──────── EXERCISE DATA ────────
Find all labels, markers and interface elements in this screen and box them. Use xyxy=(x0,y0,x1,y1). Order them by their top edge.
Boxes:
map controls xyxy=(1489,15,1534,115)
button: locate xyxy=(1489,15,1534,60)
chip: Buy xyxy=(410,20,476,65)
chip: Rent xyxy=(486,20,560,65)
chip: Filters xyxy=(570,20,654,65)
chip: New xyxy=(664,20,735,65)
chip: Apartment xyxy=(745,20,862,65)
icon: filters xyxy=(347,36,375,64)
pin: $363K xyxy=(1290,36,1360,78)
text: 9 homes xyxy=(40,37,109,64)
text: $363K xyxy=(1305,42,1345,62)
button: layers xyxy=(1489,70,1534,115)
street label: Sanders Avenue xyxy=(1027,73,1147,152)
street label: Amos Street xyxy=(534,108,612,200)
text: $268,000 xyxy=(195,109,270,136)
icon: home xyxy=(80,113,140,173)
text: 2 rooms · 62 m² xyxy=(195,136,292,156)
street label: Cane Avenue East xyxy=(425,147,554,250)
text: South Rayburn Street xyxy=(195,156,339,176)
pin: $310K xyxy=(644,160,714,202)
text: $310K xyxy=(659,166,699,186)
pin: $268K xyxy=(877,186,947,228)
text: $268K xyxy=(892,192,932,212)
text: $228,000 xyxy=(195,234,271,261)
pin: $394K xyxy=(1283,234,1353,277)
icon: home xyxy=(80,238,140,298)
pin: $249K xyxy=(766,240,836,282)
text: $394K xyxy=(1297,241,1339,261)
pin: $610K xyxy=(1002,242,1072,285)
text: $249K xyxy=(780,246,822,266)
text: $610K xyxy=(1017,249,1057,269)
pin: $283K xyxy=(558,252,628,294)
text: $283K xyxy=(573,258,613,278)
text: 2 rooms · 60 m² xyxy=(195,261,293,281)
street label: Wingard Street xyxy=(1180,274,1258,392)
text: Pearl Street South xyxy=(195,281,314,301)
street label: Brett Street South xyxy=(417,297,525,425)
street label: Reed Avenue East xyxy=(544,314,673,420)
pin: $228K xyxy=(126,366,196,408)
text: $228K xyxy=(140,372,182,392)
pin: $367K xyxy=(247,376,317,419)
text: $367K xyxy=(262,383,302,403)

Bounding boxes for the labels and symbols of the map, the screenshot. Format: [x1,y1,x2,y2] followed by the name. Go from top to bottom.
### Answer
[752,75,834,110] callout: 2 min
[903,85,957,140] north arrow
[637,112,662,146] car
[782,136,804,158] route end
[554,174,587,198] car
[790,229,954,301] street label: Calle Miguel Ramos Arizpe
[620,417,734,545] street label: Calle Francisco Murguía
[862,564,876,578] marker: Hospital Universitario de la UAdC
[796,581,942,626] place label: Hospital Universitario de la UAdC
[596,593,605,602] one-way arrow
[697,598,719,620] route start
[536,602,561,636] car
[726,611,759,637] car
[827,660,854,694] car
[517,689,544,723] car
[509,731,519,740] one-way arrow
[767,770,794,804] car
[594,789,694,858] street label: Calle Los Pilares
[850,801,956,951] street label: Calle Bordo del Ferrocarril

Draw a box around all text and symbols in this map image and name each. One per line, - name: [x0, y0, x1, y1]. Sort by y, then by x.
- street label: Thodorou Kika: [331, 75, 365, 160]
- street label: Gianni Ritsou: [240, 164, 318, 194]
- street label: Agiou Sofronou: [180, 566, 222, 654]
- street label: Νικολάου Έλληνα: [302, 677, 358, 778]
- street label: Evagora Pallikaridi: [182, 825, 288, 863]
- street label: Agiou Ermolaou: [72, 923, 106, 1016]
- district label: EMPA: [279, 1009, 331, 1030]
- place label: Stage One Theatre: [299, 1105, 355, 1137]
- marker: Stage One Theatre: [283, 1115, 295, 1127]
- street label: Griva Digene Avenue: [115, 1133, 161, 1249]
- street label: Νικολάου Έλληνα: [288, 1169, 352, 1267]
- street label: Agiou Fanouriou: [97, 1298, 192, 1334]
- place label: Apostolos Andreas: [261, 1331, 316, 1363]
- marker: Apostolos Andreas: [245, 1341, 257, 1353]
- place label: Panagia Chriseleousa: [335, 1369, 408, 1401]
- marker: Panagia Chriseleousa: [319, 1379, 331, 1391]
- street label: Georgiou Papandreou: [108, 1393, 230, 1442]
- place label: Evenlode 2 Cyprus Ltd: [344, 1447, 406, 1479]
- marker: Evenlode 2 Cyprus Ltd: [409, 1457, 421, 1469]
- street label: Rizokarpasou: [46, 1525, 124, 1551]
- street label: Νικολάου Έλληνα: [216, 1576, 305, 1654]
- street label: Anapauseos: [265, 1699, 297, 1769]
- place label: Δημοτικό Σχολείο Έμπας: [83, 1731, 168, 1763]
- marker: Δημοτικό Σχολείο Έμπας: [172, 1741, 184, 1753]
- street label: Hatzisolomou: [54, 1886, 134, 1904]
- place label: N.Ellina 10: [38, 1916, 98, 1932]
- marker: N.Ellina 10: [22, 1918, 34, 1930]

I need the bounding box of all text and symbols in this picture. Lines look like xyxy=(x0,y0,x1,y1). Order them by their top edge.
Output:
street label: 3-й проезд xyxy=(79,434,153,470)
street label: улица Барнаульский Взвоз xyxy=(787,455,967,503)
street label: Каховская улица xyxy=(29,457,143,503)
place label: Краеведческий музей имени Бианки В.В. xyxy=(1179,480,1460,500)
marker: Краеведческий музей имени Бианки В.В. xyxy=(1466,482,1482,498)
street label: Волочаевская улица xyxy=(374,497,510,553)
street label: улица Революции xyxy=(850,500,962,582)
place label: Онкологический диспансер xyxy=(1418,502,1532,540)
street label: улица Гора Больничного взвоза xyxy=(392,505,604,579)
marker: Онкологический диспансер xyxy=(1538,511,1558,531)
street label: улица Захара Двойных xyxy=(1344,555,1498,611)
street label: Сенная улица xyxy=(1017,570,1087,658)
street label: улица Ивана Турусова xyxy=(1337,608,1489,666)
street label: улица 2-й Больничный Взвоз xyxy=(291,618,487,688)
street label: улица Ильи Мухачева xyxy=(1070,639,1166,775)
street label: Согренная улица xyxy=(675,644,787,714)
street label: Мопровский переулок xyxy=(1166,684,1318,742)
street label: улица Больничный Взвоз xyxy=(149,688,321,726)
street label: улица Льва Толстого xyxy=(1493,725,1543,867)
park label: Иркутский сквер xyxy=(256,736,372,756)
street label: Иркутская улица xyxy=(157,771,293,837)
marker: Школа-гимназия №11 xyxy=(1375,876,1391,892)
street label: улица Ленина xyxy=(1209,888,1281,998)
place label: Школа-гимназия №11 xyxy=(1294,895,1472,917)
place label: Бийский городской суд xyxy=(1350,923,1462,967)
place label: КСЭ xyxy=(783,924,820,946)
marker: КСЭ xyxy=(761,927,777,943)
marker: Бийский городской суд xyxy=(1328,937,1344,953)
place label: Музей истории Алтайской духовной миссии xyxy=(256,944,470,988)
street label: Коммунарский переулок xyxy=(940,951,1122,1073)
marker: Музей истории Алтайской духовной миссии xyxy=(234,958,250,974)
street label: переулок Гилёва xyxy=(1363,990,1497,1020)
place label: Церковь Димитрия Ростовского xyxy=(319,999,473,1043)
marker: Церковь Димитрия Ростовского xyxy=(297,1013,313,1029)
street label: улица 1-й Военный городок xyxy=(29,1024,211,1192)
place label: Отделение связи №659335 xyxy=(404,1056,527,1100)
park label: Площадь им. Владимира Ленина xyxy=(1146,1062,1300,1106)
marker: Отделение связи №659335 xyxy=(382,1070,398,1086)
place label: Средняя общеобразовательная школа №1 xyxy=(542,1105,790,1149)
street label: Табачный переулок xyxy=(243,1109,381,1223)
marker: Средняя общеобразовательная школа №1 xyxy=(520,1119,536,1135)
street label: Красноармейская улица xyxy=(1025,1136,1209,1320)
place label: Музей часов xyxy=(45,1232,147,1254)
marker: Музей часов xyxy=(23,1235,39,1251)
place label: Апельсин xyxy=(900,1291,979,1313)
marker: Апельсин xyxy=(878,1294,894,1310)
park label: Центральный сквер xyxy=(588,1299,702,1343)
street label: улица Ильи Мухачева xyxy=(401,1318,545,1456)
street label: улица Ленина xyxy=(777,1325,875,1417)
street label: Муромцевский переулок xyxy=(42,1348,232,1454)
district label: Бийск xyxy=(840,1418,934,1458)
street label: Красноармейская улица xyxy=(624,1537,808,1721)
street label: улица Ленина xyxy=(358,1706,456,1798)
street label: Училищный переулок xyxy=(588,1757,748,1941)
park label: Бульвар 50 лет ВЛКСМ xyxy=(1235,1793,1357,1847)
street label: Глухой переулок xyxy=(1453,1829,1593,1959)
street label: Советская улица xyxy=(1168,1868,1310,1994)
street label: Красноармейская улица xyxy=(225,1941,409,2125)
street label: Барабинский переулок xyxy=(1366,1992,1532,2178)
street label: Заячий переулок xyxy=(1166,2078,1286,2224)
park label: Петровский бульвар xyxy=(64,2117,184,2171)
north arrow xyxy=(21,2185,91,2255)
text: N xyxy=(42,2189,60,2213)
────────
PROBLEM REQUIREMENTS: All lines of the material that contain the word "Agiou" should be listed.

ANSWER AREA:
- street label: Agiou Sofronou: [180, 566, 222, 654]
- street label: Agiou Ermolaou: [72, 923, 106, 1016]
- street label: Agiou Fanouriou: [97, 1298, 192, 1334]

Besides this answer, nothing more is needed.